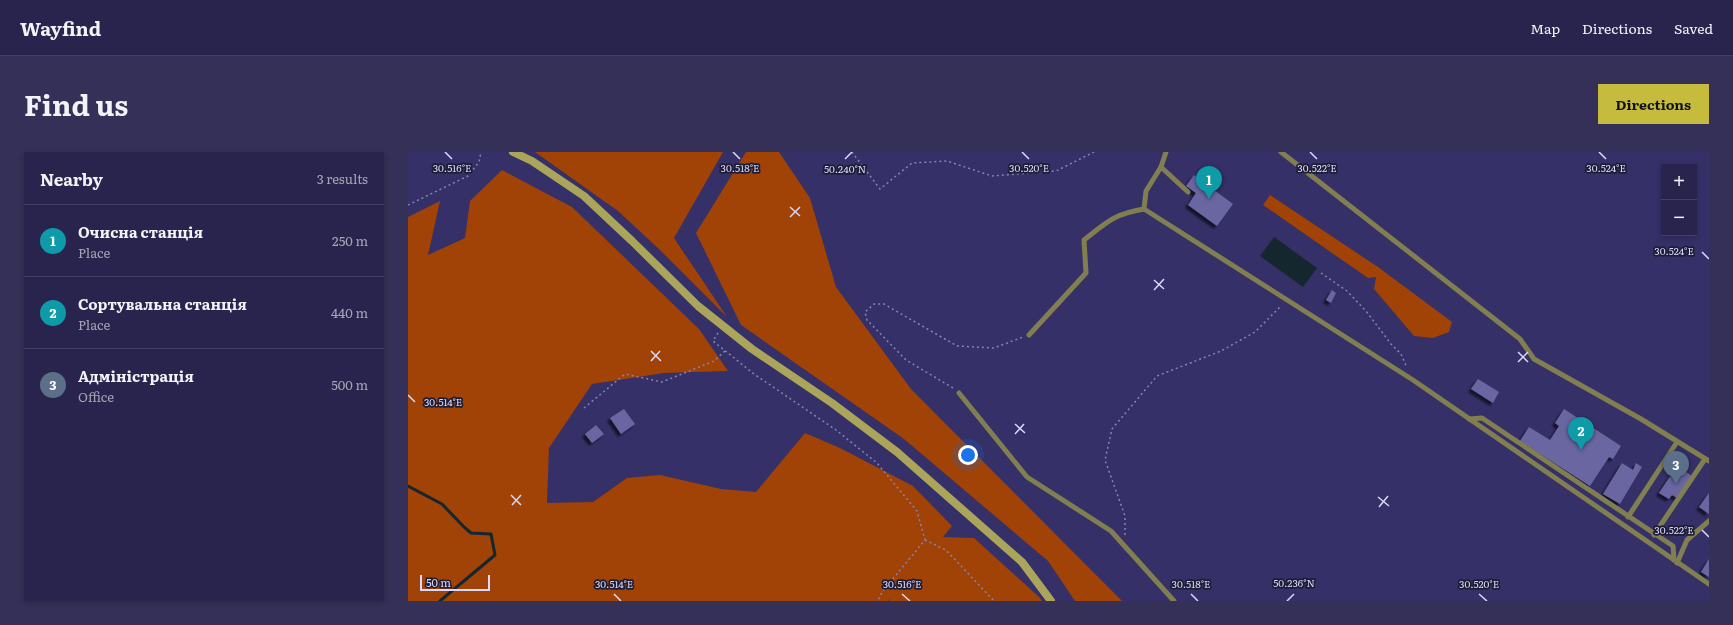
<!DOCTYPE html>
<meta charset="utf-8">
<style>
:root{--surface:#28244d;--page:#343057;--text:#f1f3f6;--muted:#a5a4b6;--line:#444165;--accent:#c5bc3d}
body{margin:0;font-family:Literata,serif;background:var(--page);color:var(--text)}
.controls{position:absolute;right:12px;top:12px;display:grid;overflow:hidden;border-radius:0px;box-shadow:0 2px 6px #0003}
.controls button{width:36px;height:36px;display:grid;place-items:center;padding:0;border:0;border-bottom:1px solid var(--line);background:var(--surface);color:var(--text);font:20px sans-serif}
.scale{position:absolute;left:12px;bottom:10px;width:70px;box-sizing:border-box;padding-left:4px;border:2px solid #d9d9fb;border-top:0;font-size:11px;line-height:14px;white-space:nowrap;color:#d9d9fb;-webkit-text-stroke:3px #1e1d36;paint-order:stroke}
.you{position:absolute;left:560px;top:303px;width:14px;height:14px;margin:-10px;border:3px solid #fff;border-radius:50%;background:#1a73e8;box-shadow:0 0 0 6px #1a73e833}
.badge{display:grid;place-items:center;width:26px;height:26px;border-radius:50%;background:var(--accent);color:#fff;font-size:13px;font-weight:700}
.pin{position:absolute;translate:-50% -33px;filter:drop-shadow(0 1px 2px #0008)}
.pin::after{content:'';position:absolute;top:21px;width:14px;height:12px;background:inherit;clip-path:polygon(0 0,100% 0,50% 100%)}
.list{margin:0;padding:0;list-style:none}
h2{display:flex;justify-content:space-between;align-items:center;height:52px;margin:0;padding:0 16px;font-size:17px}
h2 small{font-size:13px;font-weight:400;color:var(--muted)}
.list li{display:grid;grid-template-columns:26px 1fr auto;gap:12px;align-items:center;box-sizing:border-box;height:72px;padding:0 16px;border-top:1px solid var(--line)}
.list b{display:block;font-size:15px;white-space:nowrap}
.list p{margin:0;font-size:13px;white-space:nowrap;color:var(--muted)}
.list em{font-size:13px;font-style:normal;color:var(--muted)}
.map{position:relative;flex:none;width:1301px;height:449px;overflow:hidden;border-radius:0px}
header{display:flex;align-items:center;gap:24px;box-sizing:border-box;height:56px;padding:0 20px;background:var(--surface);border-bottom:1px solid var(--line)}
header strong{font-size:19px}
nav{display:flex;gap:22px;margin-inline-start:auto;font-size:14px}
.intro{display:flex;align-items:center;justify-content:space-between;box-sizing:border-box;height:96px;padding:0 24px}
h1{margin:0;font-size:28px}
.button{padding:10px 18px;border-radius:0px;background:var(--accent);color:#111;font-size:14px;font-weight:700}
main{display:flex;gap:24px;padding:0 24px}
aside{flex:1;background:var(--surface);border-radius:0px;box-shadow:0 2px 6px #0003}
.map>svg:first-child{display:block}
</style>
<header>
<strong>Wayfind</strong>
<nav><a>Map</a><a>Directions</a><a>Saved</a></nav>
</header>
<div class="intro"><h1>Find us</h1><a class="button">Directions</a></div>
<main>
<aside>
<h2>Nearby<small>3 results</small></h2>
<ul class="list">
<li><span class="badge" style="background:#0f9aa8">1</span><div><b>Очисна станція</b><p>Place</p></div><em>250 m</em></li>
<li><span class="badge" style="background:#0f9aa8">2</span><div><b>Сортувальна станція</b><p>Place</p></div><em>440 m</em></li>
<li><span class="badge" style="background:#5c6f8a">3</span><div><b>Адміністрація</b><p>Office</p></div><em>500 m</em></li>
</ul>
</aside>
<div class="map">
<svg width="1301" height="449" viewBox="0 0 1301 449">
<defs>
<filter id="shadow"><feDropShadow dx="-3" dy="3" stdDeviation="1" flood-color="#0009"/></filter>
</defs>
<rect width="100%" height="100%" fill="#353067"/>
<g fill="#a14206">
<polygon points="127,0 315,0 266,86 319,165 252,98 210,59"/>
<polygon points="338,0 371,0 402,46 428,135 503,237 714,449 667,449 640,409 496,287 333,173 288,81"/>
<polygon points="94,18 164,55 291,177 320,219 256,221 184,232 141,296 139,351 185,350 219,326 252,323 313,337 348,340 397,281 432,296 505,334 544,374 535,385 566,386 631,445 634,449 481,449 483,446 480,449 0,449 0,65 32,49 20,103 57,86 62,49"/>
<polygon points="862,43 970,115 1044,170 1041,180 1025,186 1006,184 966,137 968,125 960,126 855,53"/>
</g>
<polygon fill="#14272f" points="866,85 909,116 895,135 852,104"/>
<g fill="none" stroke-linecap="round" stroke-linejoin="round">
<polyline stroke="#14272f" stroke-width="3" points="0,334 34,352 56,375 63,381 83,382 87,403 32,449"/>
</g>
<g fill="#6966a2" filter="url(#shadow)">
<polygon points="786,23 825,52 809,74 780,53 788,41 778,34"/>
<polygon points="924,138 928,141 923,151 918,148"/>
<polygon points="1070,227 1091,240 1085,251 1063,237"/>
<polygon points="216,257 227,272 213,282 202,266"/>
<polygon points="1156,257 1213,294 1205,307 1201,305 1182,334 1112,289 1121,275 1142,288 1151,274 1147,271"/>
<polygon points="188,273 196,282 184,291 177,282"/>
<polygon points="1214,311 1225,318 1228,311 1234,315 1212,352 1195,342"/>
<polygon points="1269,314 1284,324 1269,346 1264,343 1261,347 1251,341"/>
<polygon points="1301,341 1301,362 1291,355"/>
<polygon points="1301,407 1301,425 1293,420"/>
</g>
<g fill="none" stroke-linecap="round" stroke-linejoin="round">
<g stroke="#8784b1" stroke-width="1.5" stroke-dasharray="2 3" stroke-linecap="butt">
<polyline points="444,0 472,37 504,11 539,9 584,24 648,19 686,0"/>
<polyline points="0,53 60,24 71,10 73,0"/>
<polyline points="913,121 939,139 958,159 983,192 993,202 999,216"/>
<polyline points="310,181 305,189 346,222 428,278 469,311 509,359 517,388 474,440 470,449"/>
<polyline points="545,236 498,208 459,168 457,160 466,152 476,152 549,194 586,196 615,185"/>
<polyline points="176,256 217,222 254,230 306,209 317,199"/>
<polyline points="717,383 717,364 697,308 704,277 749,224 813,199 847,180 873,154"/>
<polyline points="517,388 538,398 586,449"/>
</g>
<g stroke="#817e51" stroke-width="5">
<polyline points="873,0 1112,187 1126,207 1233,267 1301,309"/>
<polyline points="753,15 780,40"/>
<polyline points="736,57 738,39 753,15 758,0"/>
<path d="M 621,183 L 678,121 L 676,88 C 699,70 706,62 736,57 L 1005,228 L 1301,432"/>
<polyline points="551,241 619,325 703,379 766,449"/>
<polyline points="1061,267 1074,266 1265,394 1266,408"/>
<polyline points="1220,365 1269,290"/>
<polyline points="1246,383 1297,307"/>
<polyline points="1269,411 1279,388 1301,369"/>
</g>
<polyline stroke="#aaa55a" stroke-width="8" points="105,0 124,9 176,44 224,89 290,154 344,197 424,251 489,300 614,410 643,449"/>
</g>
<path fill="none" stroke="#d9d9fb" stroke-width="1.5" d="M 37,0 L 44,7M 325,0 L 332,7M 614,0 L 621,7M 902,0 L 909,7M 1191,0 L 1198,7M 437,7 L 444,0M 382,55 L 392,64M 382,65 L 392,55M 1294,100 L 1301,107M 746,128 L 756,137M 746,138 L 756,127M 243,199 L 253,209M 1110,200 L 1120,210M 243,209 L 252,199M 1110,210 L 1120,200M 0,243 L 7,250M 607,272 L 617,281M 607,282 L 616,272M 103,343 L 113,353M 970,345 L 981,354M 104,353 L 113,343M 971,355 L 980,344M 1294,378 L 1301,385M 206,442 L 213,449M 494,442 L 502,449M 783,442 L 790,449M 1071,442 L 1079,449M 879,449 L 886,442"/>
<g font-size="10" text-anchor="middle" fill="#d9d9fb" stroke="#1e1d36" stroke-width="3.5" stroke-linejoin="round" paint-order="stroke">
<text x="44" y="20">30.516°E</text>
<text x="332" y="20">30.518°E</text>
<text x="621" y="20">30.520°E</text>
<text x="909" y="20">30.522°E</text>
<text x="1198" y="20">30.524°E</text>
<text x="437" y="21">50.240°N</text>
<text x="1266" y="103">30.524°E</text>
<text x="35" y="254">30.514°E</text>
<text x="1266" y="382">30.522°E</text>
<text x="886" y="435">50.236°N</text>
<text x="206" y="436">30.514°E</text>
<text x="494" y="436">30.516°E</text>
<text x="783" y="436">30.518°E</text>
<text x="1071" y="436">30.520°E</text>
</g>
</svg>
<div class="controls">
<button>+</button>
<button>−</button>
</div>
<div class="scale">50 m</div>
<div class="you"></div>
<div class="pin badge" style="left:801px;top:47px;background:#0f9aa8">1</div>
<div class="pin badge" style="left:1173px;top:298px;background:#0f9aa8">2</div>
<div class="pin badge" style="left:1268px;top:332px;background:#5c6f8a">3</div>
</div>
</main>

*-*-*

- **Exercise goal**: Give back exactly the lines from the first line of the data through the line with "solid #fff;border-radius:50%;background:#1a73e8;box-shadow:0 0", pictures excluded.

- **Reply**:
<!DOCTYPE html>
<meta charset="utf-8">
<style>
:root{--surface:#28244d;--page:#343057;--text:#f1f3f6;--muted:#a5a4b6;--line:#444165;--accent:#c5bc3d}
body{margin:0;font-family:Literata,serif;background:var(--page);color:var(--text)}
.controls{position:absolute;right:12px;top:12px;display:grid;overflow:hidden;border-radius:0px;box-shadow:0 2px 6px #0003}
.controls button{width:36px;height:36px;display:grid;place-items:center;padding:0;border:0;border-bottom:1px solid var(--line);background:var(--surface);color:var(--text);font:20px sans-serif}
.scale{position:absolute;left:12px;bottom:10px;width:70px;box-sizing:border-box;padding-left:4px;border:2px solid #d9d9fb;border-top:0;font-size:11px;line-height:14px;white-space:nowrap;color:#d9d9fb;-webkit-text-stroke:3px #1e1d36;paint-order:stroke}
.you{position:absolute;left:560px;top:303px;width:14px;height:14px;margin:-10px;border:3px solid #fff;border-radius:50%;background:#1a73e8;box-shadow:0 0 0 6px #1a73e833}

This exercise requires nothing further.